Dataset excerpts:
·····
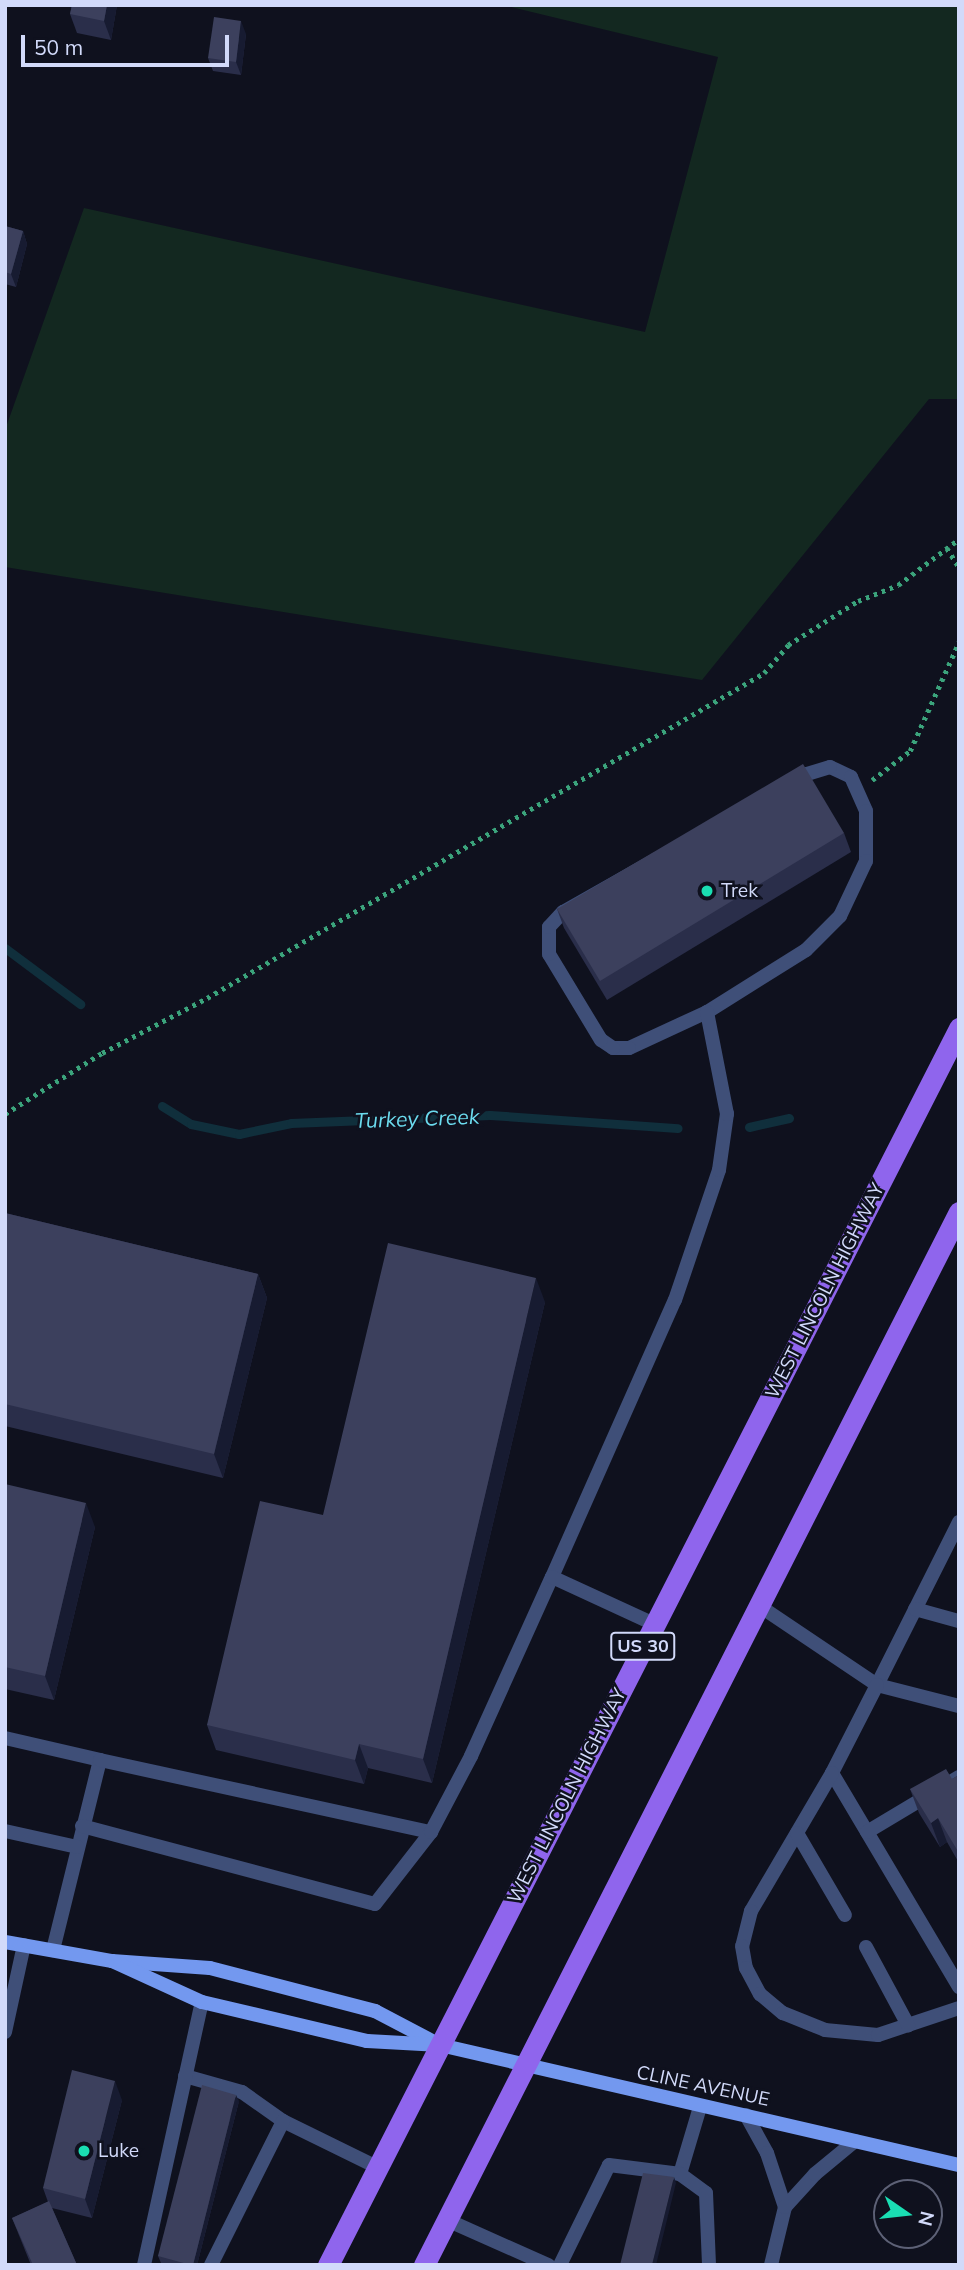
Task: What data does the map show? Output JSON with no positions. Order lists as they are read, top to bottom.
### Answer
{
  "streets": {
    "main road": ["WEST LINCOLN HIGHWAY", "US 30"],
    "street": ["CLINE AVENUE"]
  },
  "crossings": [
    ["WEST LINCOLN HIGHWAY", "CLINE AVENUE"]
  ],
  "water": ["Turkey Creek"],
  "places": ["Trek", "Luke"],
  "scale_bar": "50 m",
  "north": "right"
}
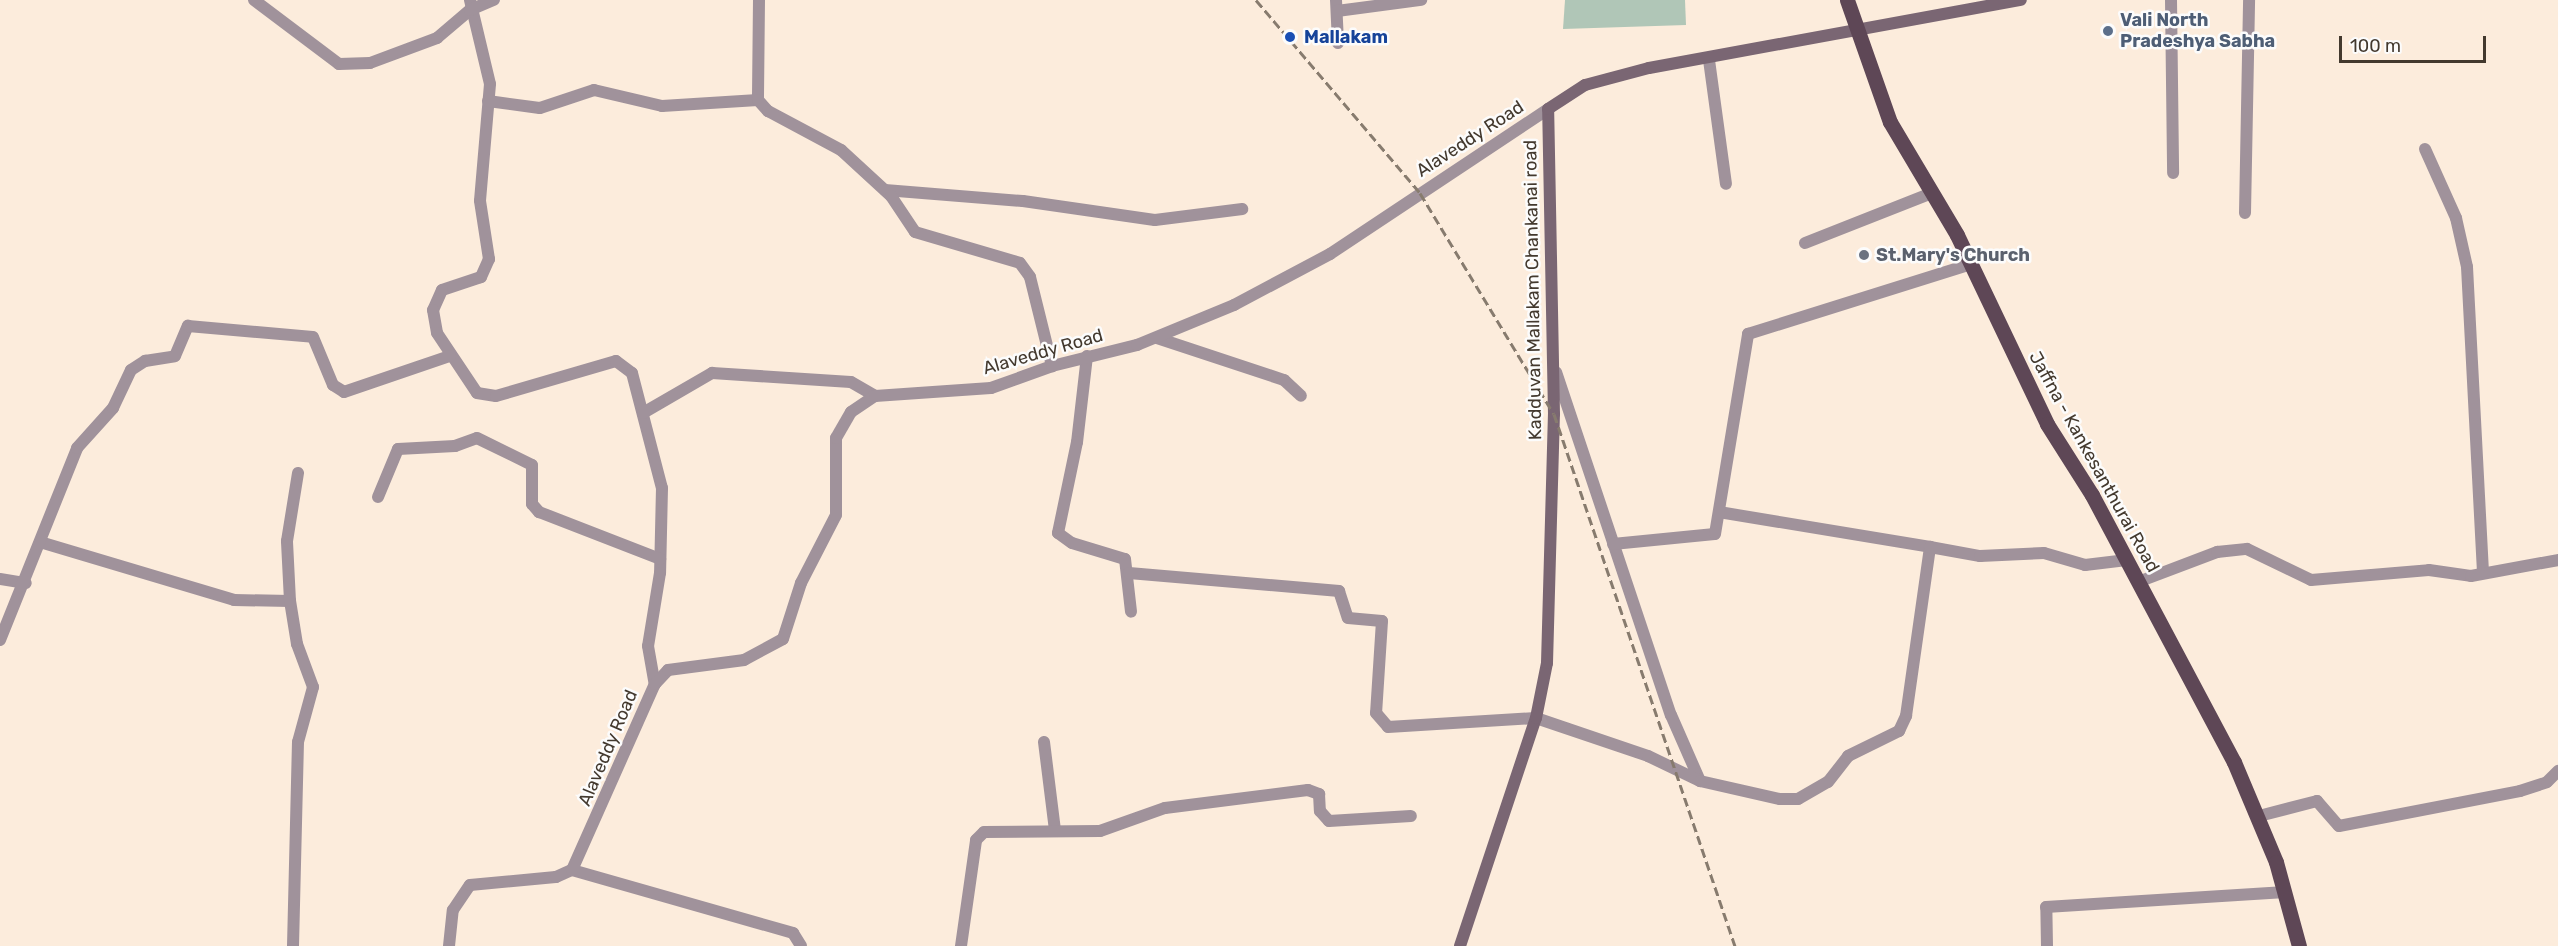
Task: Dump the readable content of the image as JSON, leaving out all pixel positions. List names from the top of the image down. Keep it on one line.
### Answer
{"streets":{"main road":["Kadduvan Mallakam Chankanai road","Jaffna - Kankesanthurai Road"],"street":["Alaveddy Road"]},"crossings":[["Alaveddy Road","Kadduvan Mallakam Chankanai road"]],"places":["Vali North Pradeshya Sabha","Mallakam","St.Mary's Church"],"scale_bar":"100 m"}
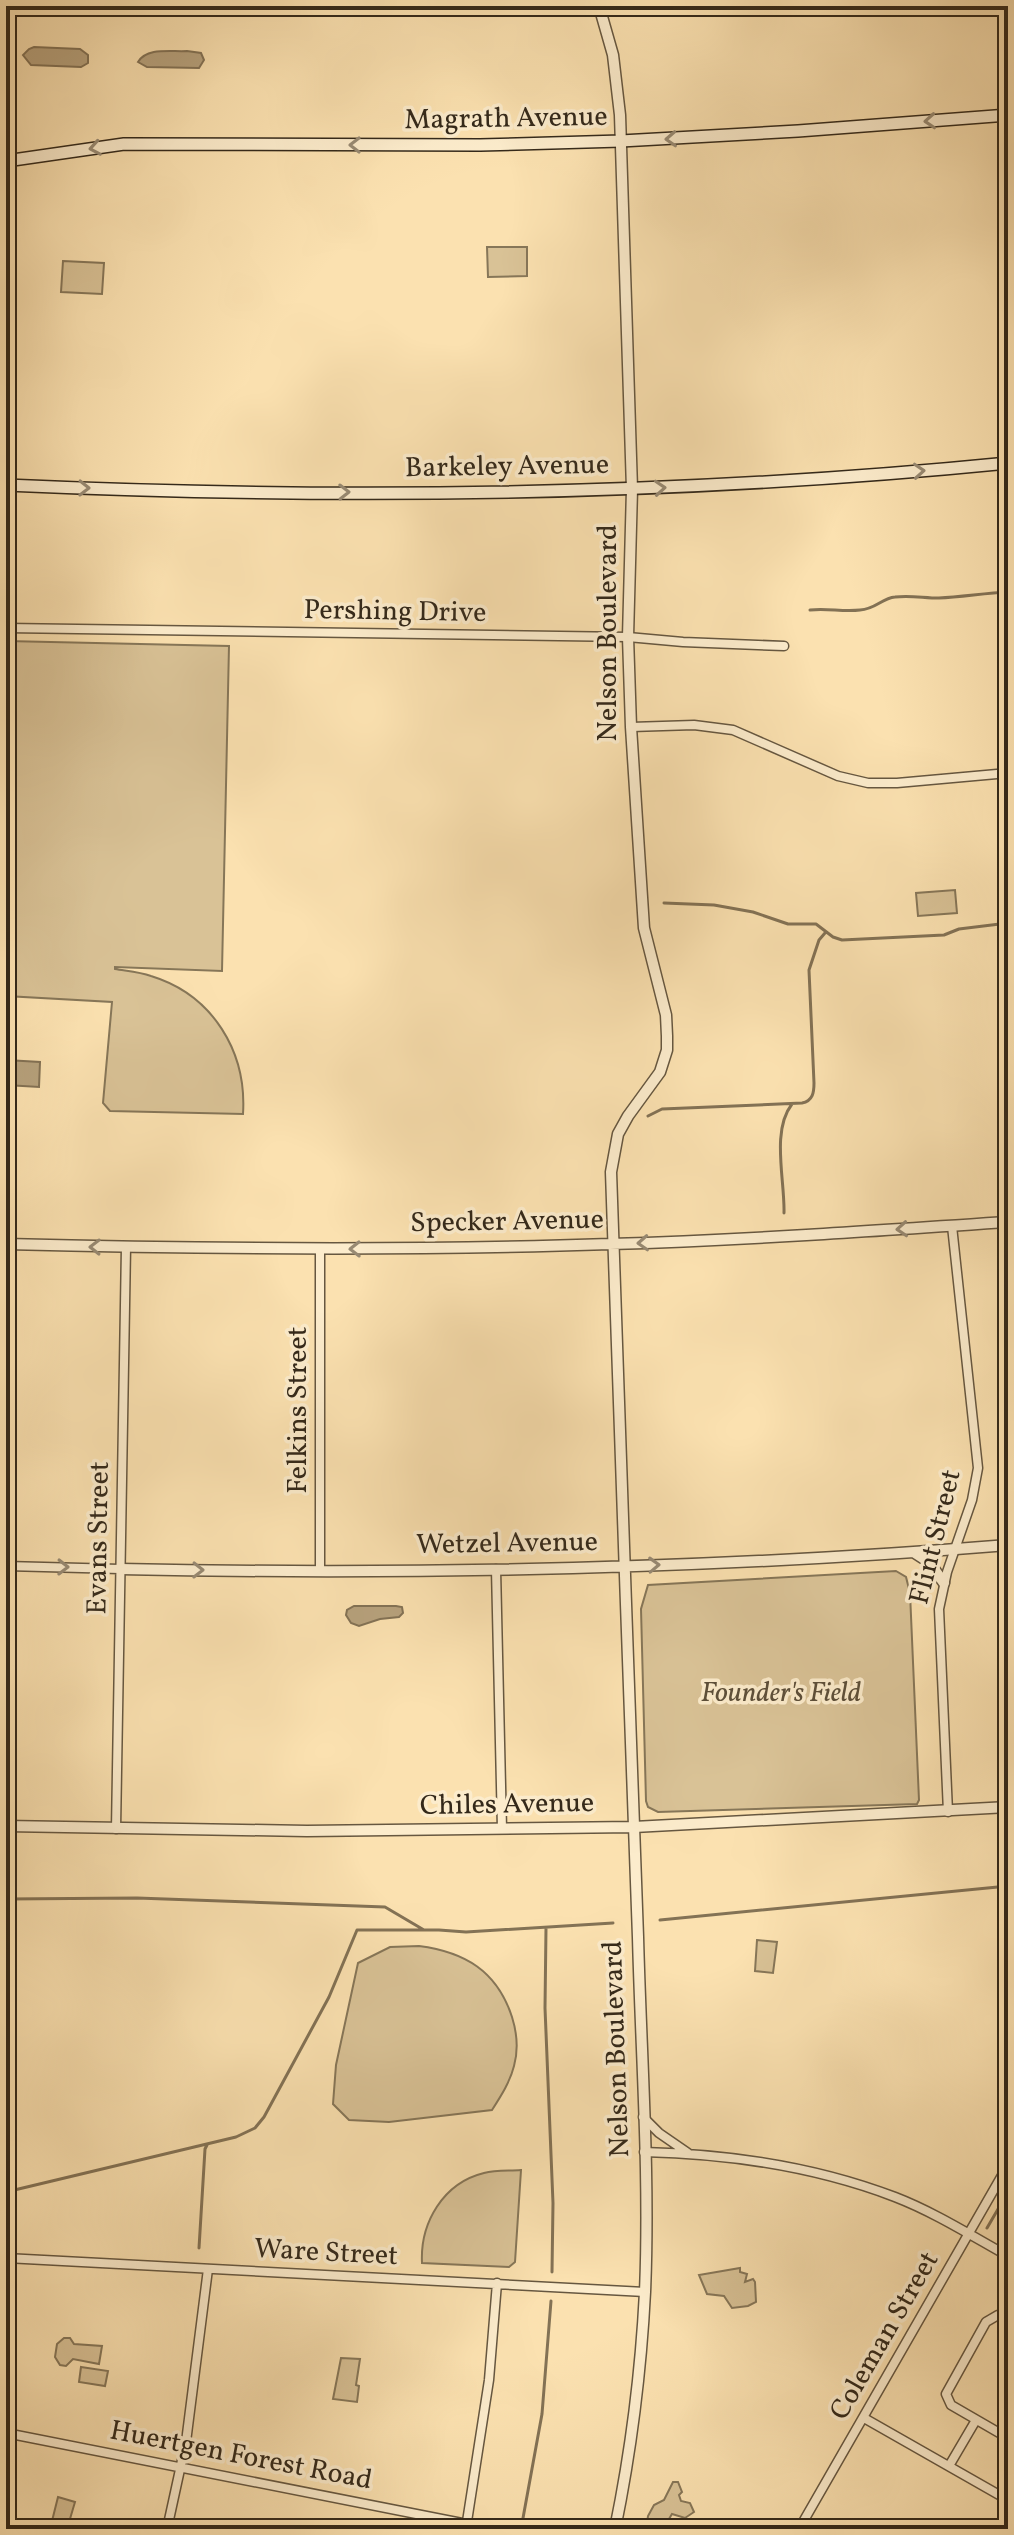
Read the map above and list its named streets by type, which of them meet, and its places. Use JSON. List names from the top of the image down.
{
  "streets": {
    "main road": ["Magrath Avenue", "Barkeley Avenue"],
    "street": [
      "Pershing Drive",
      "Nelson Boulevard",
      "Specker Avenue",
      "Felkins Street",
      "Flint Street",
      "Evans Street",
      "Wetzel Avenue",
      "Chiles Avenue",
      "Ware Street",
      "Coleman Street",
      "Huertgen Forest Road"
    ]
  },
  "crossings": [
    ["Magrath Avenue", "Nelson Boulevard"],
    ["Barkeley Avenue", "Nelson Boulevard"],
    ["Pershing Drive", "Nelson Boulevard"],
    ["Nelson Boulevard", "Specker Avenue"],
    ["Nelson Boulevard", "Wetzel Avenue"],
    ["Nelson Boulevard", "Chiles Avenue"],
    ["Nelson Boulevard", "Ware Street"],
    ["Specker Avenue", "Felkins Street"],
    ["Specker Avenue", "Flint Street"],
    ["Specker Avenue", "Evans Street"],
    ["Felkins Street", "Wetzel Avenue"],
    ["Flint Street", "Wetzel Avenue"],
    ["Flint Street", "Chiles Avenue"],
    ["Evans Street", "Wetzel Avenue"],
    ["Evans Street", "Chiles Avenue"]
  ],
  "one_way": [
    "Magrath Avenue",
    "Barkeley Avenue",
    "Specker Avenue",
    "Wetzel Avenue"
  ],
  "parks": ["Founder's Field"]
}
·····
**Exercise requirements**.
Would you return all of the data above word for word, omitting every picture?

**Written reply**.
Task: What data does the map show? Output JSON with no positions. Order lists as they are read, top to bottom.
### Answer
{
  "streets": {
    "main road": ["WEST LINCOLN HIGHWAY", "US 30"],
    "street": ["CLINE AVENUE"]
  },
  "crossings": [
    ["WEST LINCOLN HIGHWAY", "CLINE AVENUE"]
  ],
  "water": ["Turkey Creek"],
  "places": ["Trek", "Luke"],
  "scale_bar": "50 m",
  "north": "right"
}
Task: Dump the readable content of the image as JSON, leaving out all pixel positions. List names from the top of the image down. Keep it on one line.
### Answer
{"streets":{"main road":["Kadduvan Mallakam Chankanai road","Jaffna - Kankesanthurai Road"],"street":["Alaveddy Road"]},"crossings":[["Alaveddy Road","Kadduvan Mallakam Chankanai road"]],"places":["Vali North Pradeshya Sabha","Mallakam","St.Mary's Church"],"scale_bar":"100 m"}
Read the map above and list its named streets by type, which of them meet, and its places. Use JSON. List names from the top of the image down.
{
  "streets": {
    "main road": ["Magrath Avenue", "Barkeley Avenue"],
    "street": [
      "Pershing Drive",
      "Nelson Boulevard",
      "Specker Avenue",
      "Felkins Street",
      "Flint Street",
      "Evans Street",
      "Wetzel Avenue",
      "Chiles Avenue",
      "Ware Street",
      "Coleman Street",
      "Huertgen Forest Road"
    ]
  },
  "crossings": [
    ["Magrath Avenue", "Nelson Boulevard"],
    ["Barkeley Avenue", "Nelson Boulevard"],
    ["Pershing Drive", "Nelson Boulevard"],
    ["Nelson Boulevard", "Specker Avenue"],
    ["Nelson Boulevard", "Wetzel Avenue"],
    ["Nelson Boulevard", "Chiles Avenue"],
    ["Nelson Boulevard", "Ware Street"],
    ["Specker Avenue", "Felkins Street"],
    ["Specker Avenue", "Flint Street"],
    ["Specker Avenue", "Evans Street"],
    ["Felkins Street", "Wetzel Avenue"],
    ["Flint Street", "Wetzel Avenue"],
    ["Flint Street", "Chiles Avenue"],
    ["Evans Street", "Wetzel Avenue"],
    ["Evans Street", "Chiles Avenue"]
  ],
  "one_way": [
    "Magrath Avenue",
    "Barkeley Avenue",
    "Specker Avenue",
    "Wetzel Avenue"
  ],
  "parks": ["Founder's Field"]
}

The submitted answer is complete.